Small changes like, maybe releasing millions of years worth of naturally sequestered carbon back into the atmosphere over a period of a couple of hundred years.
That might mess up a balanced equilibrium.
You warm the earth and the water cycle runs faster.
ie More water moves more quickly in that never ending cycle from ocean to clouds to rain to rivers and back to the ocean.
Well that's the theory. In practice the 1C of warming since the 19th century hasn,t shown any apparent trend in England and Wales rainfall.
![]()
well the climate change modelling predicts wetter warmer winters and drier summers.
Didn’t post this on Sunday but having had the tree surgeon round we’ve found it’s going to be an expensive job!! I’m not sure it was the severity of the storm as much as it was the shallowness of the roots on the tree, either way we’re sorted for firewood for the next 10 years!
It's hard to tell from that chart. To me it looks like there's been much fewer very dry years since 1970. It needs a line ovelay.
What happens smoothed out over the course of a whole year across the whole of the UK is irrelevant to this thread. Just ignore the ignoramus.
Well that’s the theory. In practice the 1C of warming since the 19th century hasn,t shown any apparent trend in England and Wales rainfall.
by choosing to focus on Annual Rainfall you are missing the marked shift in trends - winter rainfall increasing and summer rainfall reducing. By looking at the figures for the year this signal gets hidden.
Again
https://rmets.onlinelibrary.wiley.com/doi/full/10.1002/joc.6213
discusses this

The increasing winter rainfall has been offset by a slightly smaller reduction in summer rainfall, although a run of recent wet summers from 2007 to 2012 demonstrates that these trends are very sensitive to the choice of start and end dates, and summer rainfall trends in the 18th and early 19th Century are also subject to some uncertainty and possibly over estimated (Murphy et al., 2019). Spring/autumn rainfall have each remained fairly steady with only a slight increase/decrease, respectively.

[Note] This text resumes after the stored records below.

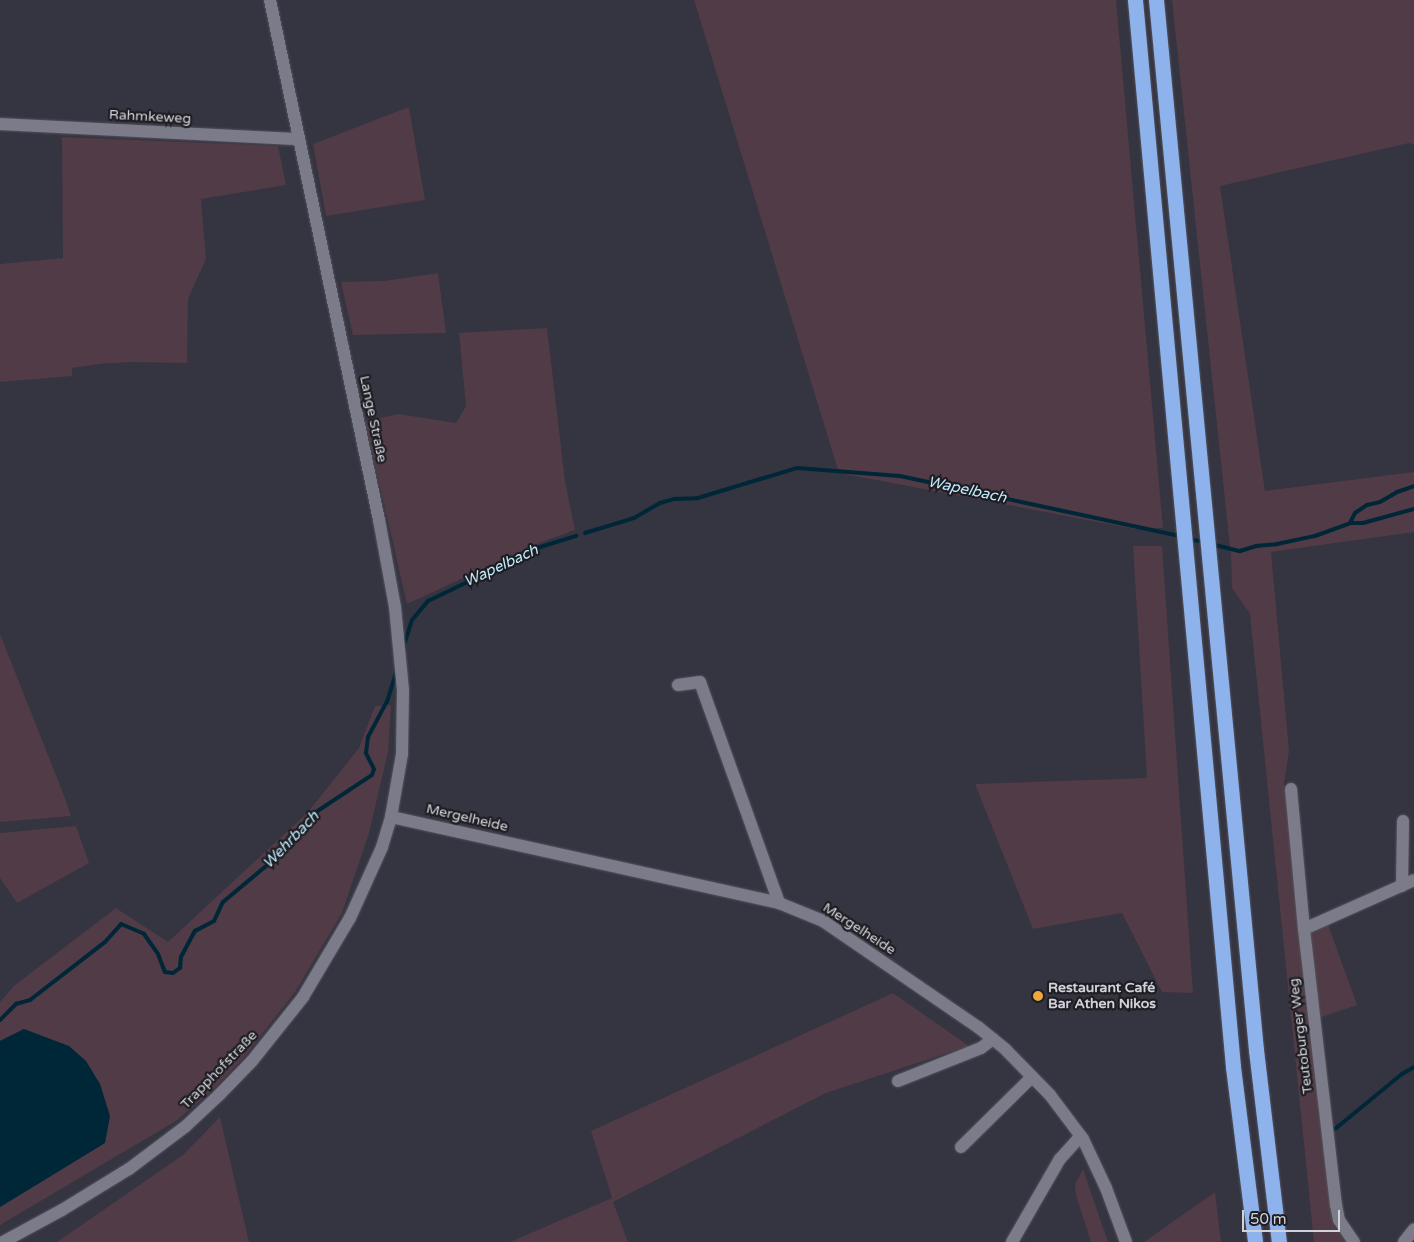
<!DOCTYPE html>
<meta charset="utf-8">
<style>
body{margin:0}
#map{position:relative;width:1414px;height:1242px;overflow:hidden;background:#353441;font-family:"Varela Round",sans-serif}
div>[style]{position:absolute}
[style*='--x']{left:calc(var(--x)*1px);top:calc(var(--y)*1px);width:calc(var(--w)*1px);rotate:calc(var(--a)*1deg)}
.green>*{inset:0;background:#503b46}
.water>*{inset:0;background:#002737}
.stream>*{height:4px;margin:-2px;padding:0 2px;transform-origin:2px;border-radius:2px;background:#002737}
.roads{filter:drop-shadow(0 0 1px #53535d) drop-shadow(0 0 1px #53535d)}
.minor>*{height:12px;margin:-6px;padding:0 6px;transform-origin:6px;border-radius:6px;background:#7c7b89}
.highway>*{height:15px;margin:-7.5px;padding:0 7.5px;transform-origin:7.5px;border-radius:7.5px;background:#8eb3ec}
.dots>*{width:14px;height:14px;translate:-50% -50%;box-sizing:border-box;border:2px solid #1d1d22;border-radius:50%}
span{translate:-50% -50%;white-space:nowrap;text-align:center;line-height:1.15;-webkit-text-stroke:4.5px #1d1d22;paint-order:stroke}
.street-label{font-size:14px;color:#d2d2da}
.poi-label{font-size:14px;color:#d2d2da;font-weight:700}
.left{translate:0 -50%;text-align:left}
.water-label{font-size:15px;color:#c2eafe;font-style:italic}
.scale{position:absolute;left:1242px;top:1210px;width:98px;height:22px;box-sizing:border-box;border:2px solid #d2d2da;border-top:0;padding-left:6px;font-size:15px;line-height:18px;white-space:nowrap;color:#d2d2da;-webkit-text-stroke:4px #1d1d22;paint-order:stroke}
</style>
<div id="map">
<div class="green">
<i style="clip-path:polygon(694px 0,1116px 0,1163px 528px,1135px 529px,839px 473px)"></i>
<i style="clip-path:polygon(1172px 0,1414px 0,1414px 145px,1409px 143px,1220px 186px,1265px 491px,1414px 472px,1414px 532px,1271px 552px,1289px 751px,1284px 783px,1307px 1000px,1331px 1212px,1335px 1227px,1346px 1242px,1314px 1242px,1250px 614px,1232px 588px,1231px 557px)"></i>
<i style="clip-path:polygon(409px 107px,425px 200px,326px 216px,313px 144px)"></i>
<i style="clip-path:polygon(62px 137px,278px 146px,286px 185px,201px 199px,206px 259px,188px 299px,187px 363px,130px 362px,100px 364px,72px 368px,72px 376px,0 382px,0 264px,63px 258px)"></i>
<i style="clip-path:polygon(438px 273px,446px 333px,353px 335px,341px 282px,384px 281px)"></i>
<i style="clip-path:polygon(547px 328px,565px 481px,575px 530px,539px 543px,407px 604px,365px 421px,399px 414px,456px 423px,466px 406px,459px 333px)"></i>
<i style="clip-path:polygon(1133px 546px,1162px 546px,1193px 993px,1162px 992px,1122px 913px,1033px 929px,975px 784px,1147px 778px)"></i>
<i style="clip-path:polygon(0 634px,65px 798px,71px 816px,0 822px)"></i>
<i style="clip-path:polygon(391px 705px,388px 752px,369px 833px,342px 913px,295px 992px,245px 1056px,214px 1089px,176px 1121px,0 1225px,0 1207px,51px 1176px,24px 1029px,0 1041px,0 1002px,15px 985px,116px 908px,168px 942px,308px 812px,359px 748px,375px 706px)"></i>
<i style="clip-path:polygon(76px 826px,89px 863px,17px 903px,0 878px,0 833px)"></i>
<i style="clip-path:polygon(1328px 924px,1357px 1005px,1319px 1018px,1309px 943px,1312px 931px)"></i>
<i style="clip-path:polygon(893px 993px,969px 1046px,826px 1093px,613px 1202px,628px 1242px,510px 1242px,612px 1198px,591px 1131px)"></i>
<i style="clip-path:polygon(220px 1117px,249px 1242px,57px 1242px,183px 1155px)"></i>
<i style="clip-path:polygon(1083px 1169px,1108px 1242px,1091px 1242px,1076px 1195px,1075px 1184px)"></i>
<i style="clip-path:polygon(1215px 1192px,1221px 1242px,1144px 1242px)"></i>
</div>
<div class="water">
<i style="clip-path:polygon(24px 1029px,69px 1046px,86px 1061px,100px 1084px,110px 1116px,105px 1143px,0 1207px,0 1041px)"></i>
</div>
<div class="stream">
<i style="--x:1350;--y:523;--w:11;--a:-63"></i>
<i style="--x:1355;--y:513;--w:14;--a:-34"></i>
<i style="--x:1367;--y:505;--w:13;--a:-13"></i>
<i style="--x:1380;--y:502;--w:20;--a:-30"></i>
<i style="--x:1397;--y:492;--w:18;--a:-19"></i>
<i style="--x:585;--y:533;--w:51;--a:-17"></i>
<i style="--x:634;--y:518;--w:30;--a:-30"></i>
<i style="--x:660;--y:503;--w:15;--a:-16"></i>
<i style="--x:674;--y:499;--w:24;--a:-2"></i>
<i style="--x:698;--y:498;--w:103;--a:-16.9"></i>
<i style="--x:797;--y:468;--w:103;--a:4.4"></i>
<i style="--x:900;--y:476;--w:286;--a:12.1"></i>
<i style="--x:1189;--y:539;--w:15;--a:11"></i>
<i style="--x:1211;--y:544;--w:30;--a:14"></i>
<i style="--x:1240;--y:551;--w:17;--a:-17"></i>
<i style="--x:1256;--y:546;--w:21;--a:-5"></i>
<i style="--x:1277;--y:544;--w:39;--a:-12"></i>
<i style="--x:1315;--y:536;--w:37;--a:-20"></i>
<i style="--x:1350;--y:523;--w:13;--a:0"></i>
<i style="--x:1363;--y:523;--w:53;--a:-15.4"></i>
<i style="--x:403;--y:649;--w:30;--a:-73"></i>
<i style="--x:412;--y:620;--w:25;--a:-50"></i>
<i style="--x:428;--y:601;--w:124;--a:-25.7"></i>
<i style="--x:540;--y:547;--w:38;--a:-17"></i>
<i style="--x:0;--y:1020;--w:23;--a:-45"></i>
<i style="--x:16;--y:1004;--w:15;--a:-16"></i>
<i style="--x:30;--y:1000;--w:95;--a:-37.7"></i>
<i style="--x:105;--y:942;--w:24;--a:-48"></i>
<i style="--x:121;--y:924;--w:25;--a:23"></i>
<i style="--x:144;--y:934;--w:24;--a:55"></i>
<i style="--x:158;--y:954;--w:19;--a:69"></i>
<i style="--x:165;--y:972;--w:8;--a:7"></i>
<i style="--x:173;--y:973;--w:9;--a:-36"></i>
<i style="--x:180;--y:968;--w:11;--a:-85"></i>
<i style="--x:181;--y:957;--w:30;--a:-62"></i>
<i style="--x:195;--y:931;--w:21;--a:-28"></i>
<i style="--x:214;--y:921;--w:21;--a:-65"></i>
<i style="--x:223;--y:902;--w:64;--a:-39.9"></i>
<i style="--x:272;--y:861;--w:59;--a:-49.8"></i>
<i style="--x:310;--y:816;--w:74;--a:-33.5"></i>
<i style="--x:372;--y:775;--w:6;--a:-72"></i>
<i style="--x:374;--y:769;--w:18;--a:-117"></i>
<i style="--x:366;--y:753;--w:16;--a:-83"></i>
<i style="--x:368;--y:737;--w:40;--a:-62"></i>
<i style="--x:387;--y:702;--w:30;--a:-73"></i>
<i style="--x:1335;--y:1129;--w:87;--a:-39.4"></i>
<i style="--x:1402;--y:1074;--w:14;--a:-30"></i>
</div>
<div class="roads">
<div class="minor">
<i style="--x:0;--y:124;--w:299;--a:2.9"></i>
<i style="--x:678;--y:685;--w:22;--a:-8"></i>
<i style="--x:700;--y:682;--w:235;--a:70.3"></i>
<i style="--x:1291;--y:789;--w:141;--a:84.7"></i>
<i style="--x:1304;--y:929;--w:278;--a:83.4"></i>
<i style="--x:1336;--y:1205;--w:15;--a:79"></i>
<i style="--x:1339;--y:1220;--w:27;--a:56"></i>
<i style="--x:391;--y:817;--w:397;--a:12.5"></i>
<i style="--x:779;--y:903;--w:48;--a:22.2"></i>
<i style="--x:823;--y:921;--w:188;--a:34.4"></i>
<i style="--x:978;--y:1027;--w:36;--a:39"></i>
<i style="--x:1006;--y:1050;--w:63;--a:45.6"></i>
<i style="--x:1050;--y:1095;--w:55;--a:53.1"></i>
<i style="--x:1083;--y:1139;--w:54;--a:64.9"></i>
<i style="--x:1106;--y:1188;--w:58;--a:69.7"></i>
<i style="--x:1402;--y:886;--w:65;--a:-89.1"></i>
<i style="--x:1304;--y:929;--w:120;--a:-24"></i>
<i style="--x:898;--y:1081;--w:89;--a:-21.7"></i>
<i style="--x:981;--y:1048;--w:15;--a:-37"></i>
<i style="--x:961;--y:1147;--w:100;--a:-44.6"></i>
<i style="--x:3;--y:1242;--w:67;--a:-28.5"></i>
<i style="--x:62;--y:1210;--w:79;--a:-31.5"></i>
<i style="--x:129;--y:1169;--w:71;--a:-37"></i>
<i style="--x:186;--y:1126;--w:47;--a:-43.3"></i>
<i style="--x:220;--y:1094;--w:46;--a:-45.9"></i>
<i style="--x:252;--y:1061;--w:82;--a:-51.4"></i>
<i style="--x:303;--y:997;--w:92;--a:-59.3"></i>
<i style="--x:350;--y:918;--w:78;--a:-65.7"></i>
<i style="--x:382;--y:847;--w:31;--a:-73"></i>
<i style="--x:391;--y:817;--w:64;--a:-80.1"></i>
<i style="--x:402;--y:754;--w:64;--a:-89.1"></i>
<i style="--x:403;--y:690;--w:83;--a:-95.5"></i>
<i style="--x:395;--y:607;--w:88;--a:-100.4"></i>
<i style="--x:379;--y:520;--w:531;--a:-101.84"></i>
<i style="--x:1012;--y:1242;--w:96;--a:-60"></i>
<i style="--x:1060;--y:1159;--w:31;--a:-48"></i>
<i style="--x:1404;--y:1242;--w:16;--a:-52"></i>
</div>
<div class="highway">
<i style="--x:1135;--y:0;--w:1071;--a:84.75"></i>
<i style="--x:1233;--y:1067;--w:176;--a:82.8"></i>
<i style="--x:1156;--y:0;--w:1055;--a:84.56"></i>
<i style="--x:1256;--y:1050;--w:193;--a:83.2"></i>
</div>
</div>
<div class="dots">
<i style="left:1038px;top:996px;background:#eea83c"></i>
</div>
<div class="street-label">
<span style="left:150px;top:117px;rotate:3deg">Rahmkeweg</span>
<span style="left:373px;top:419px;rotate:78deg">Lange Straße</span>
<span style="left:467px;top:818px;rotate:13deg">Mergelheide</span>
<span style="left:859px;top:929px;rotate:33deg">Mergelheide</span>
<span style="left:1301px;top:1036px;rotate:-97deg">Teutoburger Weg</span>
<span style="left:219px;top:1070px;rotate:-46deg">Trapphofstraße</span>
</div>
<div class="poi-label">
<span class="left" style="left:1048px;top:996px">Restaurant Café<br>Bar Athen Nikos</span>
</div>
<div class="water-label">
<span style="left:967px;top:490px;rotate:12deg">Wapelbach</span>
<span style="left:501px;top:566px;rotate:-25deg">Wapelbach</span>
<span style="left:291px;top:840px;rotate:-46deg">Wehrbach</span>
</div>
<div class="scale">50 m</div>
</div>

In practice the 1C of warming since the 19th century hasn,t shown any apparent trend in England and Wales rainfall.
Well, there's you, with a graph off the internet; and loads of scientists who spend their careers researching it. I wonder whose opinion is worth more? Hmm, tough one that.
As has been said - the average totals don't tell the whole story. If it rained a bit every day in a year, that'd be a remarkable year, probably pretty bad for food production the annual average could be the same as a typical year, and also the same as one with a drought summer and torrential rain and storms all winter which would be even more disastrous for food production.
Climate scientists have been telling us for years that warming global temperatures would lead to more extremes of weather, specifically mentioning drought summers and flooding in winter. And here we are, experiencing lots of flooding in recent years, and yet somehow armchair experts are STILL arguing about it.